2011-06-14 16:19:52

by Maarten Lankhorst

[permalink] [raw]
Subject: [PATCH v2] x86, efi: Do not reserve boot services regions within reserved areas

Commit 916f676f8dc started reserving boot service code since some systems
require you to keep that code around until SetVirtualAddressMap is called.

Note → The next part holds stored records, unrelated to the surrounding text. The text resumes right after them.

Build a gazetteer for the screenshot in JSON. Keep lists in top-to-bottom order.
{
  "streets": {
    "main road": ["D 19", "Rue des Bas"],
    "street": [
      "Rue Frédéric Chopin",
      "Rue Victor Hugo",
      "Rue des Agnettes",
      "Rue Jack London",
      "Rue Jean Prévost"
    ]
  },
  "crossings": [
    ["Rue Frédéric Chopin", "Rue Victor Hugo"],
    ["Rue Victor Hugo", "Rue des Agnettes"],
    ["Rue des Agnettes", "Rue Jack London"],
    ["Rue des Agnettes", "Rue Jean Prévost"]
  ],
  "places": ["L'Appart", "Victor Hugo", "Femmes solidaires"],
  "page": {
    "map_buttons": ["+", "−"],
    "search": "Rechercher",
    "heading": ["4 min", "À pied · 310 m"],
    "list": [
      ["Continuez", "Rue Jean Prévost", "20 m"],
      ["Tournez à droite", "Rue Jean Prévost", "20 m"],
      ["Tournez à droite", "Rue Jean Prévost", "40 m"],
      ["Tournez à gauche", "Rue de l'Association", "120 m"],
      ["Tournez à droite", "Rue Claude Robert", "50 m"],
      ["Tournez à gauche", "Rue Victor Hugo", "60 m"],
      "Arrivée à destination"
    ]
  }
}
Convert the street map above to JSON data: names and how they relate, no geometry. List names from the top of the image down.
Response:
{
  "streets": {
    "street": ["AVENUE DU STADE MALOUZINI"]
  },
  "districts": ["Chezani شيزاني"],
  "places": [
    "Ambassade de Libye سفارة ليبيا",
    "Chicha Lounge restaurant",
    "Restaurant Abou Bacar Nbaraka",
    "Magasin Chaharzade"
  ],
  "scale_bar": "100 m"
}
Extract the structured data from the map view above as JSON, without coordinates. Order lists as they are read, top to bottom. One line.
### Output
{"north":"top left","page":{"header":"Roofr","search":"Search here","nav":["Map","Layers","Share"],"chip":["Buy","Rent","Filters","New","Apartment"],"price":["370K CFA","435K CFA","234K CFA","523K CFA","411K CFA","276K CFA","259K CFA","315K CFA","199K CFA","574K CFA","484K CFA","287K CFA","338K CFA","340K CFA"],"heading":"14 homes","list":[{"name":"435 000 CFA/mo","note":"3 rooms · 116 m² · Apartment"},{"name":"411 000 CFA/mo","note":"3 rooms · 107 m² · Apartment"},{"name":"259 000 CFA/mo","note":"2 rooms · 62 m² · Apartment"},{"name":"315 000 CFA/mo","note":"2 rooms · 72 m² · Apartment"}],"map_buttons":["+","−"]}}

However, in some cases those areas will overlap with reserved regions.
The proper medium-term fix is to fix the bootloader to prevent the
conflicts from occurring by moving the kernel to a better position,
but the kernel should check for this possibility, and only reserve regions
which can be reserved.

Signed-off-by: Maarten Lankhorst <[email protected]>

---

V2: Removed some printks and a unrelated change

diff --git a/arch/x86/include/asm/memblock.h b/arch/x86/include/asm/memblock.h
index 19ae14b..0cd3800 100644
--- a/arch/x86/include/asm/memblock.h
+++ b/arch/x86/include/asm/memblock.h
@@ -4,7 +4,6 @@
#define ARCH_DISCARD_MEMBLOCK

u64 memblock_x86_find_in_range_size(u64 start, u64 *sizep, u64 align);
-void memblock_x86_to_bootmem(u64 start, u64 end);

void memblock_x86_reserve_range(u64 start, u64 end, char *name);
void memblock_x86_free_range(u64 start, u64 end);
@@ -19,5 +18,6 @@ u64 memblock_x86_hole_size(u64 start, u64 end);
u64 memblock_x86_find_in_range_node(int nid, u64 start, u64 end, u64 size, u64 align);
u64 memblock_x86_free_memory_in_range(u64 addr, u64 limit);
u64 memblock_x86_memory_in_range(u64 addr, u64 limit);
+bool memblock_x86_check_reserved_size(u64 *addrp, u64 *sizep, u64 align);

#endif
diff --git a/arch/x86/mm/memblock.c b/arch/x86/mm/memblock.c
index aa11693..992da5e 100644
--- a/arch/x86/mm/memblock.c
+++ b/arch/x86/mm/memblock.c
@@ -8,7 +8,7 @@
#include <linux/range.h>

/* Check for already reserved areas */
-static bool __init check_with_memblock_reserved_size(u64 *addrp, u64 *sizep, u64 align)
+bool __init memblock_x86_check_reserved_size(u64 *addrp, u64 *sizep, u64 align)
{
struct memblock_region *r;
u64 addr = *addrp, last;
@@ -59,7 +59,7 @@ u64 __init memblock_x86_find_in_range_size(u64 start, u64 *sizep, u64 align)
if (addr >= ei_last)
continue;
*sizep = ei_last - addr;
- while (check_with_memblock_reserved_size(&addr, sizep, align))
+ while (memblock_x86_check_reserved_size(&addr, sizep, align))
;

if (*sizep)
diff --git a/arch/x86/platform/efi/efi.c b/arch/x86/platform/efi/efi.c
index 0d3a4fa..b8afde4 100644
--- a/arch/x86/platform/efi/efi.c
+++ b/arch/x86/platform/efi/efi.c
@@ -310,14 +310,30 @@ void __init efi_reserve_boot_services(void)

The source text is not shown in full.